**Provided information:**
--- START ---
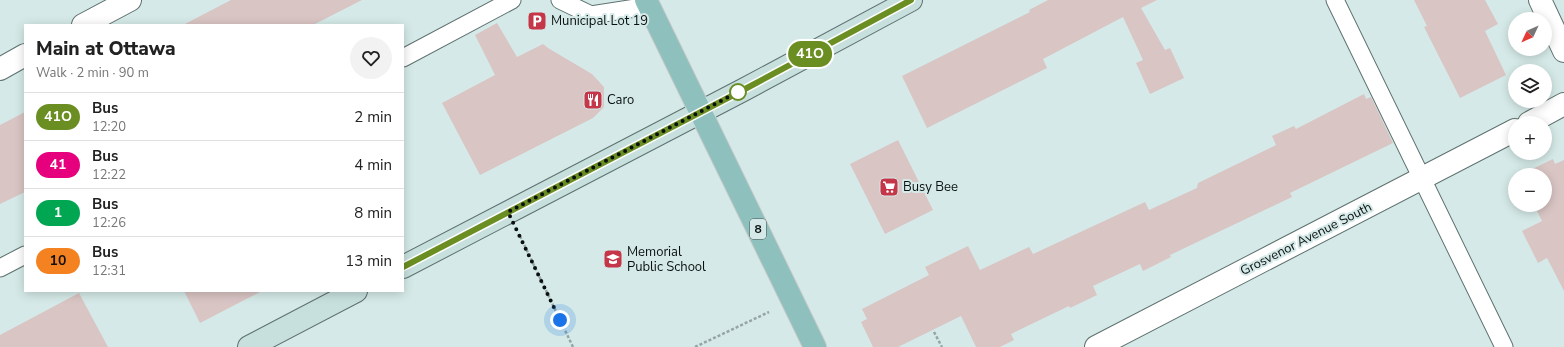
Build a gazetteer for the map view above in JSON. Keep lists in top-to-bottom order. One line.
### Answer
{"streets":{"main road":["8"],"street":["Grosvenor Avenue South"]},"places":{"parking":["Municipal Lot 19"],"restaurant":["Caro"],"supermarket":["Busy Bee"],"school or university":["Memorial Public School"]},"lines":["bus line 41O"],"north":"bottom left","page":{"on_map":"41O","map_buttons":["+","−"],"heading":["Main at Ottawa","Walk · 2 min · 90 m"],"list":[{"mark":"41O","name":"Bus","note":"12:20","value":"2 min"},{"mark":"41","name":"Bus","note":"12:22","value":"4 min"},{"mark":"1","name":"Bus","note":"12:26","value":"8 min"},{"mark":"10","name":"Bus","note":"12:31","value":"13 min"}]}}
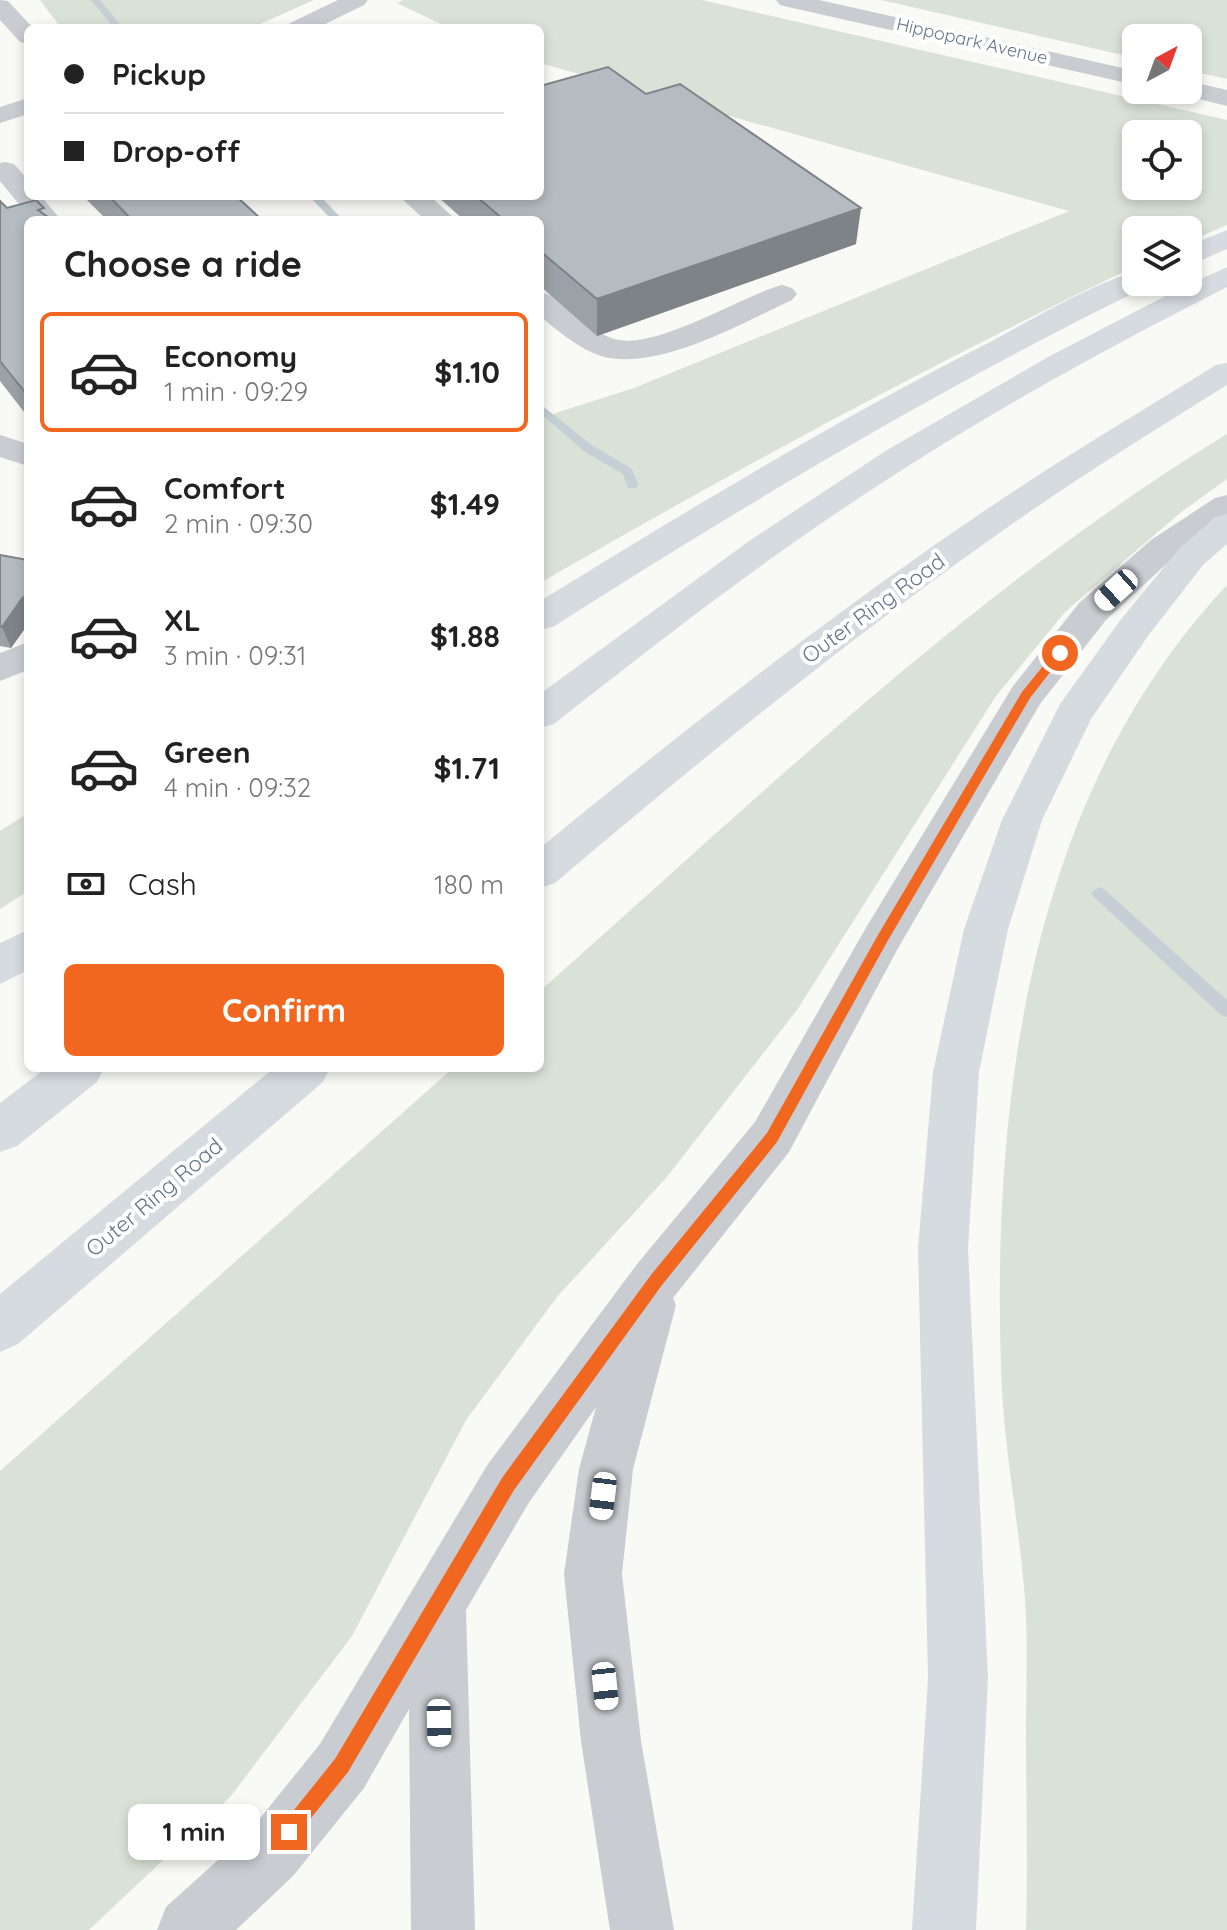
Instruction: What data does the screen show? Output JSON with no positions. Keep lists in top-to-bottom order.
{
  "streets": {
    "highway": ["Outer Ring Road"],
    "street": ["Hippopark Avenue"]
  },
  "north": "top right",
  "page": {
    "banner": ["Pickup", "Drop-off"],
    "heading": "Choose a ride",
    "list": [
      {
        "name": "Economy",
        "note": "1 min · 09:29",
        "value": "$1.10"
      },
      {
        "name": "Comfort",
        "note": "2 min · 09:30",
        "value": "$1.49"
      },
      {
        "name": "XL",
        "note": "3 min · 09:31",
        "value": "$1.88"
      },
      {
        "name": "Green",
        "note": "4 min · 09:32",
        "value": "$1.71"
      }
    ],
    "pay": ["Cash", "180 m"],
    "buttons": "Confirm",
    "bubble": "1 min"
  }
}
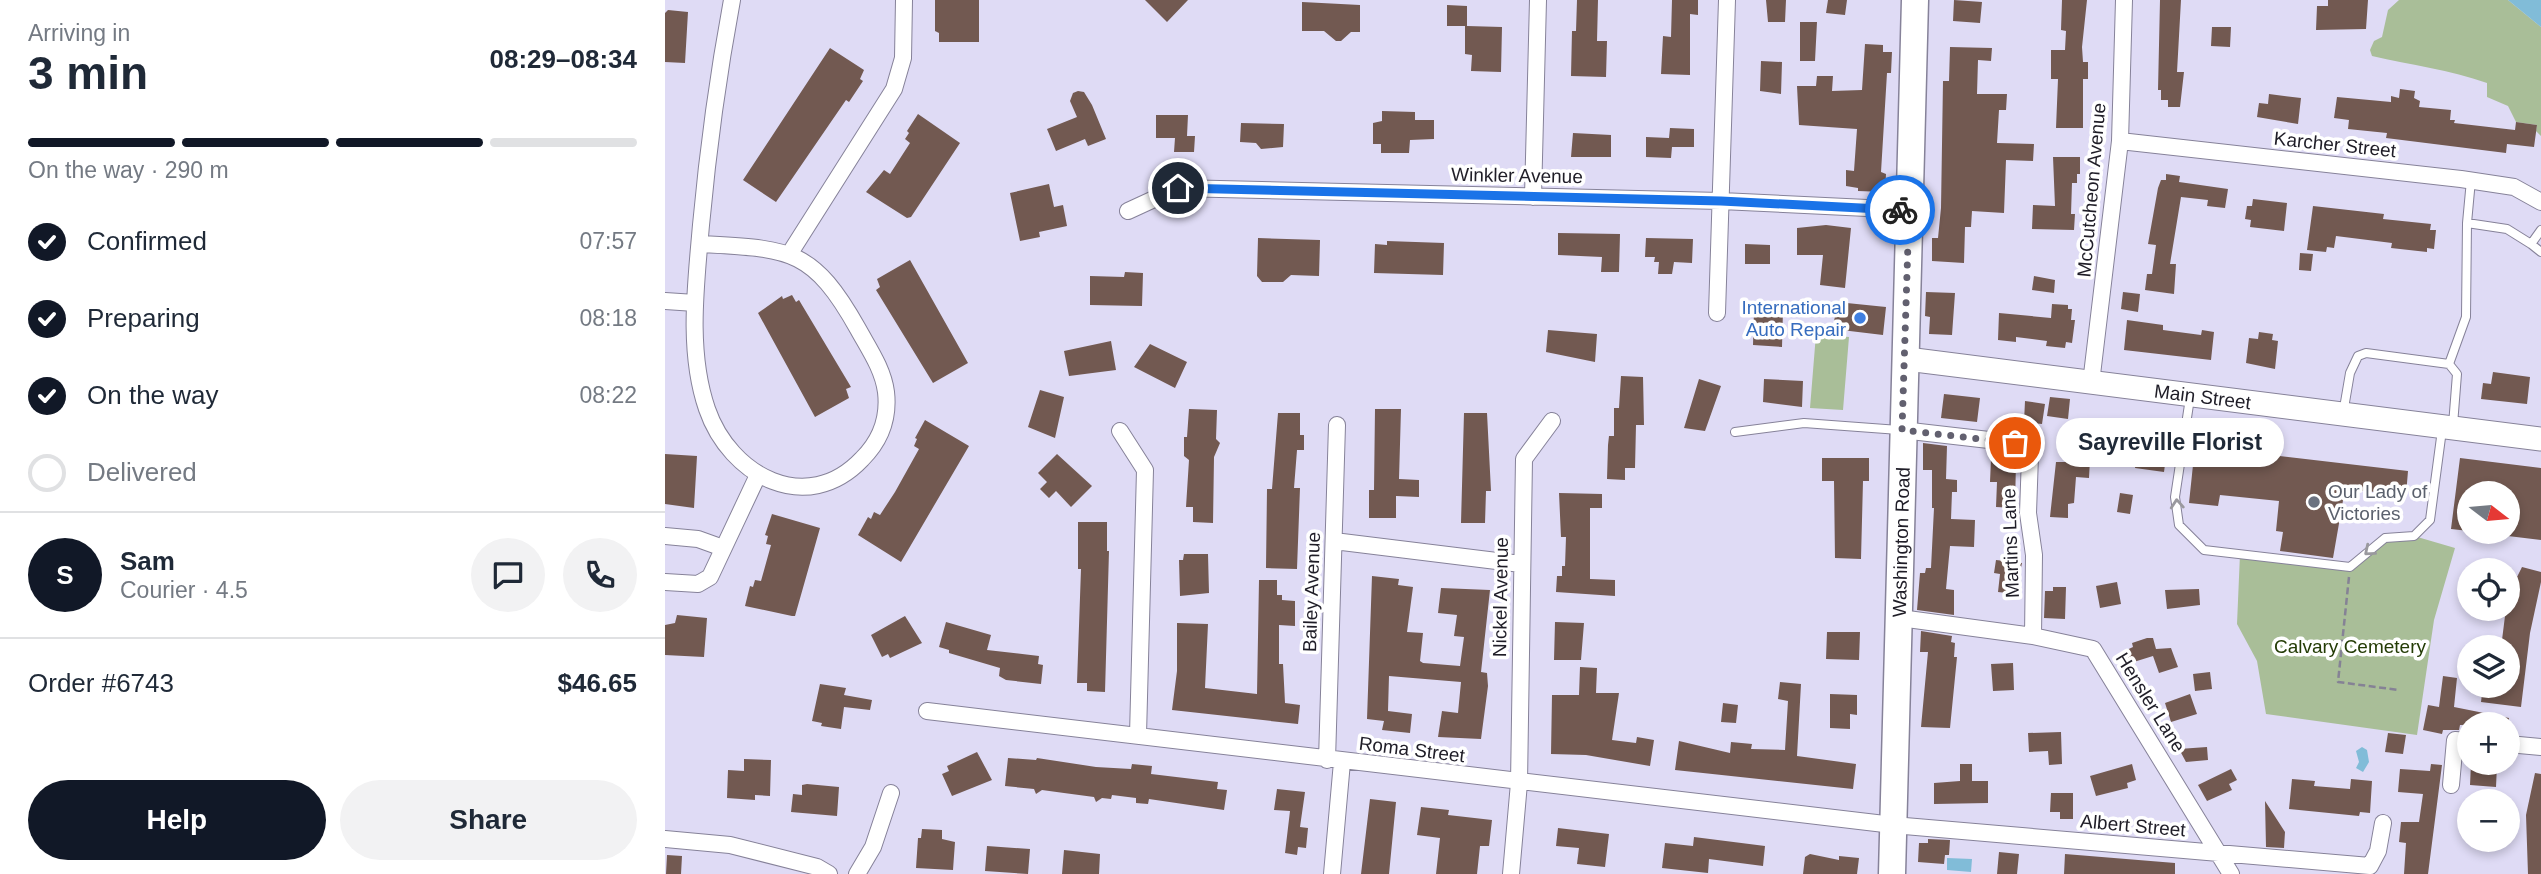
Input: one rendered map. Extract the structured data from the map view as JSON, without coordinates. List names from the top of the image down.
{
  "streets": {
    "main road": ["Main Street", "Washington Road"],
    "street": [
      "Karcher Street",
      "Winkler Avenue",
      "McCutcheon Avenue",
      "Martins Lane",
      "Bailey Avenue",
      "Nickel Avenue",
      "Hensler Lane",
      "Roma Street",
      "Albert Street"
    ]
  },
  "crossings": [
    ["Karcher Street", "McCutcheon Avenue"],
    ["Winkler Avenue", "Washington Road"],
    ["McCutcheon Avenue", "Main Street"],
    ["Main Street", "Washington Road"],
    ["Washington Road", "Martins Lane"],
    ["Washington Road", "Hensler Lane"],
    ["Washington Road", "Roma Street"],
    ["Washington Road", "Albert Street"],
    ["Martins Lane", "Hensler Lane"],
    ["Bailey Avenue", "Roma Street"],
    ["Nickel Avenue", "Roma Street"],
    ["Hensler Lane", "Albert Street"],
    ["Roma Street", "Albert Street"]
  ],
  "parks": ["Calvary Cemetery"],
  "places": ["International Auto Repair", "Sayreville Florist", "Our Lady of Victories"],
  "north": "right",
  "page": {
    "heading": ["3 min", "Arriving in", "08:29–08:34"],
    "panel": [
      "Sam",
      "Courier · 4.5",
      "Order #6743",
      "$46.65"
    ],
    "bar": "On the way · 290 m",
    "list": [
      ["Confirmed", "07:57"],
      ["Preparing", "08:18"],
      ["On the way", "08:22"],
      "Delivered"
    ],
    "bubble": "Sayreville Florist",
    "map_buttons": ["+", "−"],
    "round": "S",
    "buttons": ["Help", "Share"]
  }
}
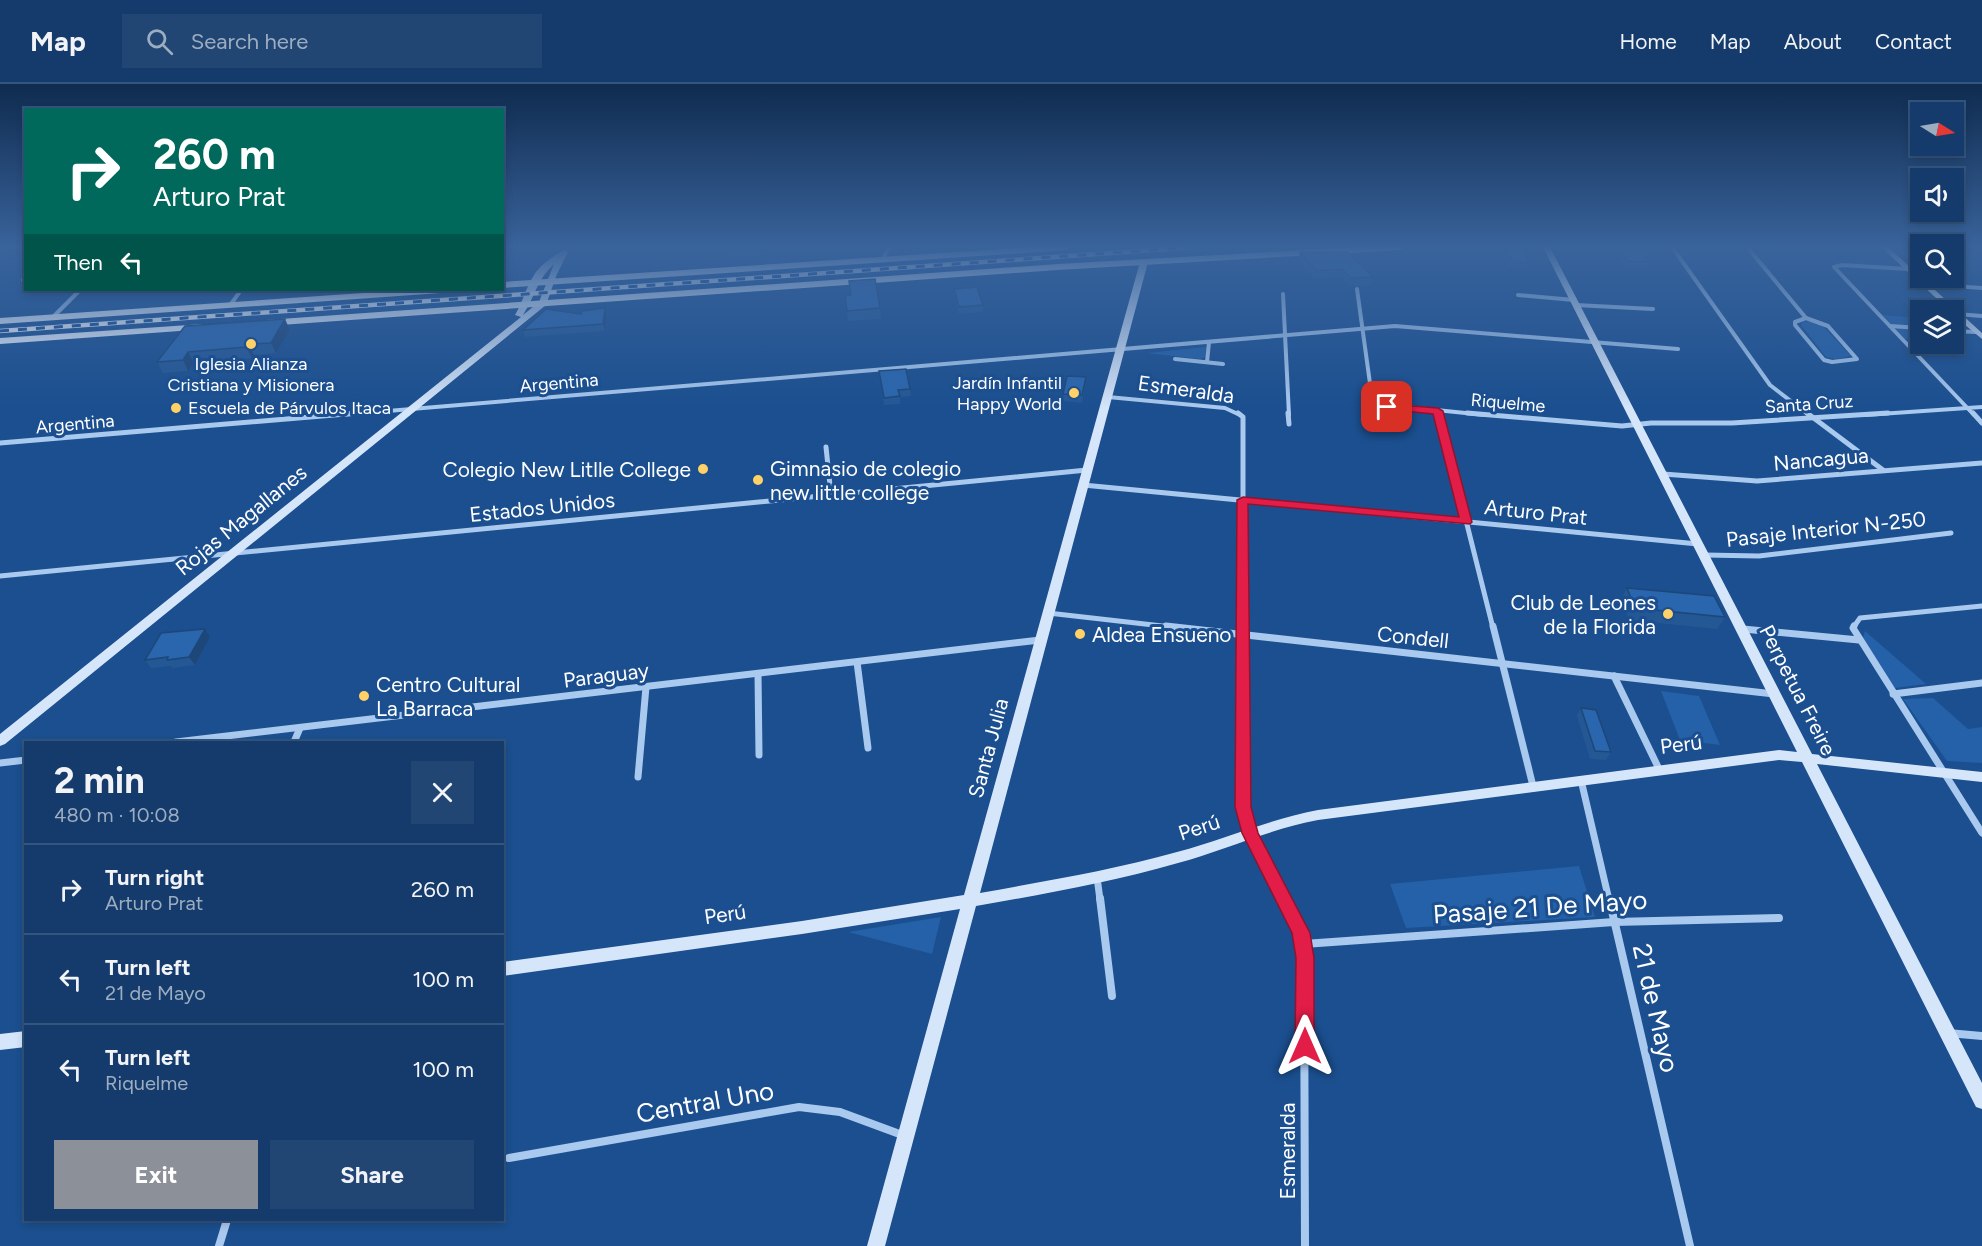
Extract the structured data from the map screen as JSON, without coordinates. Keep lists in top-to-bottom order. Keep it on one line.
{"streets":{"street":["Argentina","Esmeralda","Riquelme","Santa Cruz","Nancagua","Estados Unidos","Arturo Prat","Rojas Magallanes","Pasaje Interior N-250","Condell","Paraguay","Perpetua Freire","Perú","Santa Julia","Pasaje 21 De Mayo","21 de Mayo","Central Uno"]},"crossings":[["Argentina","Riquelme"],["Argentina","Rojas Magallanes"],["Argentina","Perpetua Freire"],["Argentina","Santa Julia"],["Esmeralda","Arturo Prat"],["Esmeralda","Condell"],["Esmeralda","Perú"],["Esmeralda","Santa Julia"],["Esmeralda","Pasaje 21 De Mayo"],["Riquelme","Santa Cruz"],["Riquelme","Perpetua Freire"],["Santa Cruz","Perpetua Freire"],["Nancagua","Perpetua Freire"],["Estados Unidos","Rojas Magallanes"],["Estados Unidos","Santa Julia"],["Arturo Prat","Perpetua Freire"],["Arturo Prat","Santa Julia"],["Pasaje Interior N-250","Perpetua Freire"],["Condell","Perpetua Freire"],["Condell","Santa Julia"],["Paraguay","Santa Julia"],["Perpetua Freire","Perú"],["Perú","Santa Julia"],["Perú","21 de Mayo"],["Santa Julia","Central Uno"],["Pasaje 21 De Mayo","21 de Mayo"]],"places":["Iglesia Alianza Cristiana y Misionera","Jardín Infantil Happy World","Escuela de Párvulos Itaca","Colegio New Litlle College","Gimnasio de colegio new little college","Club de Leones de la Florida","Aldea Ensueno","Centro Cultural La Barraca"],"north":"right","page":{"header":"Map","search":"Search here","nav":["Home","Map","About","Contact"],"turn":["260 m","Arturo Prat"],"then":"Then","heading":["2 min","480 m · 10:08"],"list":[{"name":"Turn right","note":"Arturo Prat","value":"260 m"},{"name":"Turn left","note":"21 de Mayo","value":"100 m"},{"name":"Turn left","note":"Riquelme","value":"100 m"}],"buttons":["Exit","Share"]}}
--- END ---
Where a line of the data contains "JSON", copy that line.

**Answer to this exercise:**
Build a gazetteer for the map view above in JSON. Keep lists in top-to-bottom order. One line.
Instruction: What data does the screen show? Output JSON with no positions. Keep lists in top-to-bottom order.
Input: one rendered map. Extract the structured data from the map view as JSON, without coordinates. List names from the top of the image down.
Extract the structured data from the map screen as JSON, without coordinates. Keep lists in top-to-bottom order. Keep it on one line.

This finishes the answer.